翟南调高了两度,也是侧过身来,往她身后贴了贴,感觉到身前的人不自在的挪了挪,他干脆伸出胳膊,把这个小人环抱住自己的怀里。
“影部这么厉害,你能查不到我们的底细么?”翟南把脸埋在她的脖颈间,吐息说话都是软软的,像是一尾轻飘飘的羽毛,撩拨得人心颤。“还是,zero没有给你看关于我们的资料?”
“影部调查的虽然详尽,但是有些地方我不懂。”付云欣没有回过身去,声音有点颤,却依旧维持了方才的音速,似乎是风轻云淡,却让翟南的心莫名热了起来。
“这么想知道?”
“恩。”隔了半晌,付云欣道:“你对于别人来说,都是施予的那一方,这就让你不是会轻易相信人的人。他们三个,虽然看起来没什么能够让你依靠的,甚至,原本都是没有什么出挑的。可是,他们都有很出色的特点,吴吟看起来玩世不恭,一副混不吝的样子,但其实,你们几个里,他是最沉稳装得住事情的。季昆这人忒得瑟,艺术才华太过于夺目,对你来说,能够利用的几乎没有,我猜,抛开对他的欣赏,他的身世,你其实早就知道了吧。至于刘弘,他太明显了,这个人很讲义气,有什么都是随传随到,又有才干,对你来说,他是暗部最大的软实力。”
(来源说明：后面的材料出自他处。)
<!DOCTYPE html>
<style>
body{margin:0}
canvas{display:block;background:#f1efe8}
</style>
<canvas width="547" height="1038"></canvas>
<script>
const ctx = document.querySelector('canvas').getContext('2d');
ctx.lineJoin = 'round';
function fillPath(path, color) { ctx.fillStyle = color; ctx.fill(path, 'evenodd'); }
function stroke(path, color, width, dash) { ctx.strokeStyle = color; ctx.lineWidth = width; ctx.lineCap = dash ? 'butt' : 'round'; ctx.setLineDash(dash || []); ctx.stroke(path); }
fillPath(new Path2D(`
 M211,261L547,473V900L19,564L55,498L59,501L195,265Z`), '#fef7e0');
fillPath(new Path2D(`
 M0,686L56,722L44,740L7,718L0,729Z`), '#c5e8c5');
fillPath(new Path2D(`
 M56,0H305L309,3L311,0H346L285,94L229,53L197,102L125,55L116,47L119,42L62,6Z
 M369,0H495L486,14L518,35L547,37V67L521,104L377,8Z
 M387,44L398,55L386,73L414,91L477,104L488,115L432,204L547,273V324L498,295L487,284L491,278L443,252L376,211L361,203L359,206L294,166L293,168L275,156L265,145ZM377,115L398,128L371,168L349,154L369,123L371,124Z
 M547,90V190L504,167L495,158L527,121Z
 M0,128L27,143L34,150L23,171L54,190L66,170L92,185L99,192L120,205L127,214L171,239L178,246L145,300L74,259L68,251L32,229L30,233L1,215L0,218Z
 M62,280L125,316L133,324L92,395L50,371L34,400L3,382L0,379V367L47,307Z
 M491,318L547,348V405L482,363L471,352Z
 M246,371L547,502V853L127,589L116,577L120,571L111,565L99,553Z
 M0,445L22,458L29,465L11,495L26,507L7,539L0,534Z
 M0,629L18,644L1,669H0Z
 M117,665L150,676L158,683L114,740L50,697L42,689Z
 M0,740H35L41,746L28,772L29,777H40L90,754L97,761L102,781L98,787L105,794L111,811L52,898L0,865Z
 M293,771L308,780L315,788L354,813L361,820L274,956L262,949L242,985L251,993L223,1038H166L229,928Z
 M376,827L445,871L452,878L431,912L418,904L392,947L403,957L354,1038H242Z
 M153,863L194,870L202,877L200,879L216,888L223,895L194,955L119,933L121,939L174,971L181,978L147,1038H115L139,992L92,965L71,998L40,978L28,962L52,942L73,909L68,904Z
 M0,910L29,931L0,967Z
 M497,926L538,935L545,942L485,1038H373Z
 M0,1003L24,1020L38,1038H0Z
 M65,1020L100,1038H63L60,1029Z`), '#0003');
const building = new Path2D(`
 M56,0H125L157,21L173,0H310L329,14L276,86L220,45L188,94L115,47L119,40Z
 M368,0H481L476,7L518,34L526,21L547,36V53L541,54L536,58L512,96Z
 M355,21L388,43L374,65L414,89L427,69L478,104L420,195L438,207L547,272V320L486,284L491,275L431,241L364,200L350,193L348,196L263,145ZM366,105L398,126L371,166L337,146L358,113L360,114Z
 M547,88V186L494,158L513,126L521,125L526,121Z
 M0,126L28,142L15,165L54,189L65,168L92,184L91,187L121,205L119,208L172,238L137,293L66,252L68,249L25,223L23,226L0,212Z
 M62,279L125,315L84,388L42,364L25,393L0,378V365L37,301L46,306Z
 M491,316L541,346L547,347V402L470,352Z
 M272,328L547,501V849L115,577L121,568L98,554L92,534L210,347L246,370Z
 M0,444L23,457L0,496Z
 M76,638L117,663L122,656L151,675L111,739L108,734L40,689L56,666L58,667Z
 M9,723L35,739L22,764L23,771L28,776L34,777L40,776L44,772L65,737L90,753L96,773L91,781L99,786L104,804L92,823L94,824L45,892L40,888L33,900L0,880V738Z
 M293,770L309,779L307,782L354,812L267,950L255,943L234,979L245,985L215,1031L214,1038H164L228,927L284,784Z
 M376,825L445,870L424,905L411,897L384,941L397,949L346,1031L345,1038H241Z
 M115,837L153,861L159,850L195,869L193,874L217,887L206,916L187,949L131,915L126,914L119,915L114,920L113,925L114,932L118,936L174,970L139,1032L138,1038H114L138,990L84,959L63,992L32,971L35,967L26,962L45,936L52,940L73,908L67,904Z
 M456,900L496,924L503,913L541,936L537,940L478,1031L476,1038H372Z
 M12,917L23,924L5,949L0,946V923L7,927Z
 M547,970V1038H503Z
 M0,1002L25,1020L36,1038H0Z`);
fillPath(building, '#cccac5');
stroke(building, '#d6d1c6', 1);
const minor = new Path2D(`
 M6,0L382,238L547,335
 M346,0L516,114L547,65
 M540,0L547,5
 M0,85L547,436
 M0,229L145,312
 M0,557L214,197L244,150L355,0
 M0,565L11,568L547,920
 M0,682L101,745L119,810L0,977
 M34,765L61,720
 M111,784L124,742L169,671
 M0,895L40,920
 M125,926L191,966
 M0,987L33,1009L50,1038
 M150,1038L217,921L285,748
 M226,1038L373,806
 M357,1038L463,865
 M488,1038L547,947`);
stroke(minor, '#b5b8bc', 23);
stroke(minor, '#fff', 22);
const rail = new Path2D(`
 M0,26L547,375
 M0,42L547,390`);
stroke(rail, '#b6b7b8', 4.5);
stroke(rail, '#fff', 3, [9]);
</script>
翟南笑,呼出的气息在付云欣的脖颈间缠绕,熟悉的气息让她很快就脸红心跳,浑身燥热。
“你能不能离我远一点,这么近,就不怕一会出汗么?”
“出汗?”翟南没有如言离开半点,反而是更往前凑了凑,一手伸进被子里搭在她的腰上紧了紧。“出汗是需要运动的。莫非,你想运动下?”
付云欣闭眼,压制住心里的躁意,沉默相对。
翟南撩开她颈间的几缕碎发,就着银白月光看着面前白玉般的脖颈,不由得伸手在上面揉了揉,“这里还疼么?”
这是问初相识时扭到的脖颈有没有彻底好起来,付云欣没有想到他会提起这个,微微一怔,道:“很好。”
翟南俯身,轻轻亲吻露出突起的小截颈椎骨处,感觉到怀中人的僵直,他紧紧抱了抱,“对不起,我以后不会再吓你了。”
付云欣干笑,“我相信你。”
心里有些失望,或许,翟南是不准备去说那些和他生命相关的人了。A市五杰,其中三个都是他翟南至交至信的人,几乎就是翟南的底牌。就算是对自己再好,他又怎么可能对她坦白?她的身份,说来说去,也不过是一个和暗部有些关联的影部主子。说起来的,相互之间还有那么点竞争较劲儿的意思。
想到这里,付云欣是有些失落的。
可是,她不知道自己为什么这么失落,只是觉得心里莫名的,就从刚才的悸动里迅速的平复下来,整个人陷进一种无所安放的苦涩。或许,他是有些期待的吧。期待翟南不仅仅是表面上那样对她关怀备至,期待翟南在把她介绍给翟家、主动参与她的生活、甚至在她父母面前坦诚相对外,还能对她说些不为人知的小秘密小过往。
她不知道自己为什么这么期待。只是隐约觉得,这份期待是很郑重的,是一种信任和交付,更是心底揣测的一种确认。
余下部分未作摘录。